___ Input material ___
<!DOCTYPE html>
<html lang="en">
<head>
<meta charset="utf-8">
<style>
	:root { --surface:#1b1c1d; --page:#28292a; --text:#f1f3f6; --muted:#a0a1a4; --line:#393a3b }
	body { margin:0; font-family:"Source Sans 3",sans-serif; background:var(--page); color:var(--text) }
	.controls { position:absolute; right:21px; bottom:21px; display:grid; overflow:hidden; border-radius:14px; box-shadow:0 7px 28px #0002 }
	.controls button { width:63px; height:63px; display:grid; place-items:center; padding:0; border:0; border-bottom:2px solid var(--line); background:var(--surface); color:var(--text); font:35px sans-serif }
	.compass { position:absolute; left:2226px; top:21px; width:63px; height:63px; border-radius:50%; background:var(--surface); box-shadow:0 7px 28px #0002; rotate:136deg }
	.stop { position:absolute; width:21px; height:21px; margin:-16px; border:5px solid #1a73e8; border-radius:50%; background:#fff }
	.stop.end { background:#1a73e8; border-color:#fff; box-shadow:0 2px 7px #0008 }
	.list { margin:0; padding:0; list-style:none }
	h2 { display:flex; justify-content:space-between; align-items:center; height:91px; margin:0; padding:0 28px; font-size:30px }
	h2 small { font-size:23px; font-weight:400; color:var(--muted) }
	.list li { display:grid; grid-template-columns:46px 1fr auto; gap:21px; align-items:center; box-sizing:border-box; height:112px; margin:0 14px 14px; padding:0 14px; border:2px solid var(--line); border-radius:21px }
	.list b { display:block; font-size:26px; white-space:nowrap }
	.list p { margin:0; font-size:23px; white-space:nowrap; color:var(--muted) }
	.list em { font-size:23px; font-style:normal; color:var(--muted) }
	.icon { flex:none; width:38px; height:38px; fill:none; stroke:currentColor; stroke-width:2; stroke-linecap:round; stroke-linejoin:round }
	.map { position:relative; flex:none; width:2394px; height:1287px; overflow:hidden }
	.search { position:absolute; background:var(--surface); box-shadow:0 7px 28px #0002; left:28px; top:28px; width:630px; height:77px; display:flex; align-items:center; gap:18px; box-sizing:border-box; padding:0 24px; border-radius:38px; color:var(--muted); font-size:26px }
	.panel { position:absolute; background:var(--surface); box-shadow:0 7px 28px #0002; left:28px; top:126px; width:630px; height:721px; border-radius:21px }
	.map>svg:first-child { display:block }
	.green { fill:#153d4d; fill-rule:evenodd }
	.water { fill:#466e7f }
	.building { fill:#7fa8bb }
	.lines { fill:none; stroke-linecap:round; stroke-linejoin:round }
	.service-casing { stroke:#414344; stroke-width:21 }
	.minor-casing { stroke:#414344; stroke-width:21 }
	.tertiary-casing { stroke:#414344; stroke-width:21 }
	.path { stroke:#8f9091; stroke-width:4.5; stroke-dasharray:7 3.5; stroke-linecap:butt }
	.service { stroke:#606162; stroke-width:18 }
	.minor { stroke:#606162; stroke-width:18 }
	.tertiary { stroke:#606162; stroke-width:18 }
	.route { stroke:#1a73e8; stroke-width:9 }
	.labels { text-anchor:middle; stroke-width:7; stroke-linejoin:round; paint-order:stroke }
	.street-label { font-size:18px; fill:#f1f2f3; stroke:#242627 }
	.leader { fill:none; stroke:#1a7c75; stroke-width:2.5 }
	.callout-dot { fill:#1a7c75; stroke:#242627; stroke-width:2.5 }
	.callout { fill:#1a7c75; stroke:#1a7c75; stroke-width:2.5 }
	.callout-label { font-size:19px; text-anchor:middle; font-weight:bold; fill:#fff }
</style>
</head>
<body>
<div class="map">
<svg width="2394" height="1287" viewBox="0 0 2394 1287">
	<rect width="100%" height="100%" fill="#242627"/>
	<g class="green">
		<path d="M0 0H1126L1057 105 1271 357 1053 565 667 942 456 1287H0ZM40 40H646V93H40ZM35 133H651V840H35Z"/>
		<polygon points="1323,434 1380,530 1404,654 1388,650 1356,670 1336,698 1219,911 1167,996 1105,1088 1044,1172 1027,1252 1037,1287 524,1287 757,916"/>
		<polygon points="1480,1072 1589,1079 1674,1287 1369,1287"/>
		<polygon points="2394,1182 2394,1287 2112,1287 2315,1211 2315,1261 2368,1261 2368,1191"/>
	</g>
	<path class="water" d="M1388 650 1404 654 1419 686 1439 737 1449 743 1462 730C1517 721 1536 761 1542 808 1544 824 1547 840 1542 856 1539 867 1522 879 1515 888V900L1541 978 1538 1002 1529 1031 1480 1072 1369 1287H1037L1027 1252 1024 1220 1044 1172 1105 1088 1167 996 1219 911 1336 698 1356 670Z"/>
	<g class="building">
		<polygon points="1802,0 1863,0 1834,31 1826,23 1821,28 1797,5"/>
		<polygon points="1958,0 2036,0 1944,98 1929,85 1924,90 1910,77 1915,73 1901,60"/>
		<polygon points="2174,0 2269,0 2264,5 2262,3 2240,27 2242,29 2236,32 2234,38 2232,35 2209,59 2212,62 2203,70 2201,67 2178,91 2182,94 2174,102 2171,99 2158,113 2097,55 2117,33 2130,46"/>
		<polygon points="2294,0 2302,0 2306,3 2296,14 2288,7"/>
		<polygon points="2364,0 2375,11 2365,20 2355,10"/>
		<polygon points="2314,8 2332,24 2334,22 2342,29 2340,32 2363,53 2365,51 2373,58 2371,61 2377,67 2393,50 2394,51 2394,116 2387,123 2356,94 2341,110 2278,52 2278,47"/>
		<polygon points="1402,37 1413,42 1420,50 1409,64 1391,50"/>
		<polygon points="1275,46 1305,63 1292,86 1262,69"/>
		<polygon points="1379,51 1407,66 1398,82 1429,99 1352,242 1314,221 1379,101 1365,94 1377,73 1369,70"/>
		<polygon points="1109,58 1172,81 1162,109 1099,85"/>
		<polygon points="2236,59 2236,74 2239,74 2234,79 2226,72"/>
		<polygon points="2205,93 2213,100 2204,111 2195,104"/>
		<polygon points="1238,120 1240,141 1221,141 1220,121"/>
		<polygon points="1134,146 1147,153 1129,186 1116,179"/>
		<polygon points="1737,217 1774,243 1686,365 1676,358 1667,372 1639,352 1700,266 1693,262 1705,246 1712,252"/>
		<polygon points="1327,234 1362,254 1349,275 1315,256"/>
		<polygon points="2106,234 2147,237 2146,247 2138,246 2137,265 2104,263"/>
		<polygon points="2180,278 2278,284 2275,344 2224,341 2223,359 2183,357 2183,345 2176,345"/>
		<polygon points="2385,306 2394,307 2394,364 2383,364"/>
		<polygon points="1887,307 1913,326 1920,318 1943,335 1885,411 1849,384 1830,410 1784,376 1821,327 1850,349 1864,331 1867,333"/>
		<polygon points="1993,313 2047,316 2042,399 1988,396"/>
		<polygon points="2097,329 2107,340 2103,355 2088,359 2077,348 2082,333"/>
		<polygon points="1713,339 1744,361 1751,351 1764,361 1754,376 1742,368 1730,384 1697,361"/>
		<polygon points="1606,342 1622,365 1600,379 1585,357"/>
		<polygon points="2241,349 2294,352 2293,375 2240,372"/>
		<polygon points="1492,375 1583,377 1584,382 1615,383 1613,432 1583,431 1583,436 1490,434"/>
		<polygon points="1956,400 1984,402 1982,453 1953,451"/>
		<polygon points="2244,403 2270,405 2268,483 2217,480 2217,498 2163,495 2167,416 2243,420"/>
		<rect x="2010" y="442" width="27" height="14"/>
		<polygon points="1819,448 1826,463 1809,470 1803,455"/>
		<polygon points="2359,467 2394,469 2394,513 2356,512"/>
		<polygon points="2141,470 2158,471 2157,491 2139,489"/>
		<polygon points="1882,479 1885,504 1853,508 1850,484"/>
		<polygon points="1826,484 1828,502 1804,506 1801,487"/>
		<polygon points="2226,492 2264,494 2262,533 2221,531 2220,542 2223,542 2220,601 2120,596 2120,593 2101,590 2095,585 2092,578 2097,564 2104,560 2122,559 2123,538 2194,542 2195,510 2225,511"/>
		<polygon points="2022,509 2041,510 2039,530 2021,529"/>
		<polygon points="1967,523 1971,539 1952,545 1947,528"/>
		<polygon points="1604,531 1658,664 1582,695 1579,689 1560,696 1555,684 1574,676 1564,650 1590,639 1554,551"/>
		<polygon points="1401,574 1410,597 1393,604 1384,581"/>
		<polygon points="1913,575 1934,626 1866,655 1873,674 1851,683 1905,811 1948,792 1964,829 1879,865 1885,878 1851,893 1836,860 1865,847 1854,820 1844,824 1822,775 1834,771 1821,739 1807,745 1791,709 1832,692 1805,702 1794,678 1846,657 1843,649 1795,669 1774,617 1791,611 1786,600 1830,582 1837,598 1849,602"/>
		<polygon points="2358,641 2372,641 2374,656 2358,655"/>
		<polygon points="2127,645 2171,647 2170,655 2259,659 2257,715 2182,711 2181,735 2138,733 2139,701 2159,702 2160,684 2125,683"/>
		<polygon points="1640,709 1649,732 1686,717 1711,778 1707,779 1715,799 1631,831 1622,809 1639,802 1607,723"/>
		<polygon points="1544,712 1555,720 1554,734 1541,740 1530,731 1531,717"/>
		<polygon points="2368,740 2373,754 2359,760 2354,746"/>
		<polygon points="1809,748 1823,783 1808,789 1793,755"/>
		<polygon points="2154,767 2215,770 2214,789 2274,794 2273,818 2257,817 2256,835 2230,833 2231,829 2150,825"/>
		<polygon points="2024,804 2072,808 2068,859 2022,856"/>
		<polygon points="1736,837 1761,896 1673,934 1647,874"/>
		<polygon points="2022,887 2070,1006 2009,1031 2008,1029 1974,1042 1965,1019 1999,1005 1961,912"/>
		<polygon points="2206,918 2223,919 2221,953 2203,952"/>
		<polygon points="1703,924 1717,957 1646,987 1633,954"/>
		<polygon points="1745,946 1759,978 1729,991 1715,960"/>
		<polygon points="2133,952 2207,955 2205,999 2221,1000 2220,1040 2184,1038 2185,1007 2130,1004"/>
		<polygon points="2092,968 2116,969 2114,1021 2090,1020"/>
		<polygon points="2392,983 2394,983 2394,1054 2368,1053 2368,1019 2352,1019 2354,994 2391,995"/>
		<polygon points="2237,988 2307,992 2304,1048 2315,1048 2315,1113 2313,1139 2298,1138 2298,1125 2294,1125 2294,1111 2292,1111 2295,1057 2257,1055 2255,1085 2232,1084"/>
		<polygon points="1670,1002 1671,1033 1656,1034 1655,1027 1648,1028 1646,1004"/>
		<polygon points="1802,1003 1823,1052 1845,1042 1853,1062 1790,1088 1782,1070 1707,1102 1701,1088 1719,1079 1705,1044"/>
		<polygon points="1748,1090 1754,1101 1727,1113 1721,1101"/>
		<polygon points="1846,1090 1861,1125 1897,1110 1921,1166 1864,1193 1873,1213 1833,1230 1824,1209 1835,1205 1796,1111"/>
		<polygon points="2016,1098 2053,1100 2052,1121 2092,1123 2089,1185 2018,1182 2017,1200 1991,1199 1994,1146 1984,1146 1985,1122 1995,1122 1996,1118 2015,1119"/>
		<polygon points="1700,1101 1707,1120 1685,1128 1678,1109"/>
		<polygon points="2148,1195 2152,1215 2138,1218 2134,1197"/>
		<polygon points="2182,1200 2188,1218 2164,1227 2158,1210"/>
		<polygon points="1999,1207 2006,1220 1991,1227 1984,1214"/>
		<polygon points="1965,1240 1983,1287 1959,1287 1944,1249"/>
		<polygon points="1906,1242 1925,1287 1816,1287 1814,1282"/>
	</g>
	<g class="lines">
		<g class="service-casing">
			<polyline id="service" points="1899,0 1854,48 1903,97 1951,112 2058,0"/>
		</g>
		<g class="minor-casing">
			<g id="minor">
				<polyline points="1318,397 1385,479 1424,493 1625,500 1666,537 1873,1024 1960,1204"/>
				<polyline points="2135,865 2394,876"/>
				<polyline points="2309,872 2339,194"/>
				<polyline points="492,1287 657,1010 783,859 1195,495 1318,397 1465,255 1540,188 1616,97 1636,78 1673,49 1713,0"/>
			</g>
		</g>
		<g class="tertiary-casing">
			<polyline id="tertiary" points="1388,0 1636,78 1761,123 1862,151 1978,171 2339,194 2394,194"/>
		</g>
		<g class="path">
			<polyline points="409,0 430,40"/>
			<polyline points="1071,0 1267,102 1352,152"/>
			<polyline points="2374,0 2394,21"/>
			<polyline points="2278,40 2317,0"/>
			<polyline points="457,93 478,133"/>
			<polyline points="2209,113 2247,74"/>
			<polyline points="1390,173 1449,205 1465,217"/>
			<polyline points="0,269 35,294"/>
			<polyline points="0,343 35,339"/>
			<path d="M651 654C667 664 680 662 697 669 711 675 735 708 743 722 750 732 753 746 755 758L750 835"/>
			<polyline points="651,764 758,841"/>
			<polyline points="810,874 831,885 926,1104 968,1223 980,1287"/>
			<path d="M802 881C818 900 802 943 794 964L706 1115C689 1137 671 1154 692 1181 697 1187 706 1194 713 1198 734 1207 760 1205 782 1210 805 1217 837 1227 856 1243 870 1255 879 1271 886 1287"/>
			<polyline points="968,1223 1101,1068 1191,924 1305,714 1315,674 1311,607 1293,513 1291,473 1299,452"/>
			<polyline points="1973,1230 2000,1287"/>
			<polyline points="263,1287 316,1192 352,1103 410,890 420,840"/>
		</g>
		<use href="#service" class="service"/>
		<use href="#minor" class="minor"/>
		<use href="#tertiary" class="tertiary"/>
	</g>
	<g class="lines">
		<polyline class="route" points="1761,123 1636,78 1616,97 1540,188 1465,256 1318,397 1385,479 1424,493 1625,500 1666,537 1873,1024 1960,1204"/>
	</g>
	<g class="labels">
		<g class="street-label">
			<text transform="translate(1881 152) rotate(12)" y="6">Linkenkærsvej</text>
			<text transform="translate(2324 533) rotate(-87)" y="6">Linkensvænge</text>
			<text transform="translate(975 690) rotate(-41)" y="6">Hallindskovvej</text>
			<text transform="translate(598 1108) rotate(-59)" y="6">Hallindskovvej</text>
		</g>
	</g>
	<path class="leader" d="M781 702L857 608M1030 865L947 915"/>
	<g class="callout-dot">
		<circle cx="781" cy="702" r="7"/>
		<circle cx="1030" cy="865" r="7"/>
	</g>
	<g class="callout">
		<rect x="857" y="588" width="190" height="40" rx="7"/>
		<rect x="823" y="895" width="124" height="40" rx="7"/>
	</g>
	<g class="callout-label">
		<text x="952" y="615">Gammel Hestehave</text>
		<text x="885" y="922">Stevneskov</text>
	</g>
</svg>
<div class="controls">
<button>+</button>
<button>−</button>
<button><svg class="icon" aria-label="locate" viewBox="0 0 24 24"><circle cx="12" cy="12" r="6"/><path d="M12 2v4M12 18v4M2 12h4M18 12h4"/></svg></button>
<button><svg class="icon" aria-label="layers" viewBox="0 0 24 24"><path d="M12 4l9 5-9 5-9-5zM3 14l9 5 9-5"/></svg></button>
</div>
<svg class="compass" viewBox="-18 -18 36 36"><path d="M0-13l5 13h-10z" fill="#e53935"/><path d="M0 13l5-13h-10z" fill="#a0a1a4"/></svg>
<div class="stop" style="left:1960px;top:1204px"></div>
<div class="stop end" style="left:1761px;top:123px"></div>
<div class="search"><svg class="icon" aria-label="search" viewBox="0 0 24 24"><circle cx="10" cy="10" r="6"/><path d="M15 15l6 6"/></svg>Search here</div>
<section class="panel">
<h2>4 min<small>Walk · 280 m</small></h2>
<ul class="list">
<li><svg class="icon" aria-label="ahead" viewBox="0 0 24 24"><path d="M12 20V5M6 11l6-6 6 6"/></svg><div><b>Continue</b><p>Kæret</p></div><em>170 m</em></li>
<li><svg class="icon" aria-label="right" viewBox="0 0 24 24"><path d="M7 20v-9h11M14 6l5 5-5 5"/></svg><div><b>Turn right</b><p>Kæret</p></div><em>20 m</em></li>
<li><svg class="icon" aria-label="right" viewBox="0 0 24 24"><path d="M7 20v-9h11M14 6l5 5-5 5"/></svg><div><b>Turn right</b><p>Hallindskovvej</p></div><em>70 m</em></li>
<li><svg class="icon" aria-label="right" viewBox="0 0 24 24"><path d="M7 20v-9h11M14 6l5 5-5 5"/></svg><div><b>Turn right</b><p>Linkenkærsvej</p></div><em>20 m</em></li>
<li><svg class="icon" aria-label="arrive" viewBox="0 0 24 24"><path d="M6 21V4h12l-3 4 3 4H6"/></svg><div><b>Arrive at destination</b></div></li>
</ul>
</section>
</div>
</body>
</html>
___
Here the job is to output the lines from the start of the material through the line with "width:63px; height:63px; display:grid;", inclusive, exactly and with nothing else.

# Answer box
<!DOCTYPE html>
<html lang="en">
<head>
<meta charset="utf-8">
<style>
	:root { --surface:#1b1c1d; --page:#28292a; --text:#f1f3f6; --muted:#a0a1a4; --line:#393a3b }
	body { margin:0; font-family:"Source Sans 3",sans-serif; background:var(--page); color:var(--text) }
	.controls { position:absolute; right:21px; bottom:21px; display:grid; overflow:hidden; border-radius:14px; box-shadow:0 7px 28px #0002 }
	.controls button { width:63px; height:63px; display:grid; place-items:center; padding:0; border:0; border-bottom:2px solid var(--line); background:var(--surface); color:var(--text); font:35px sans-serif }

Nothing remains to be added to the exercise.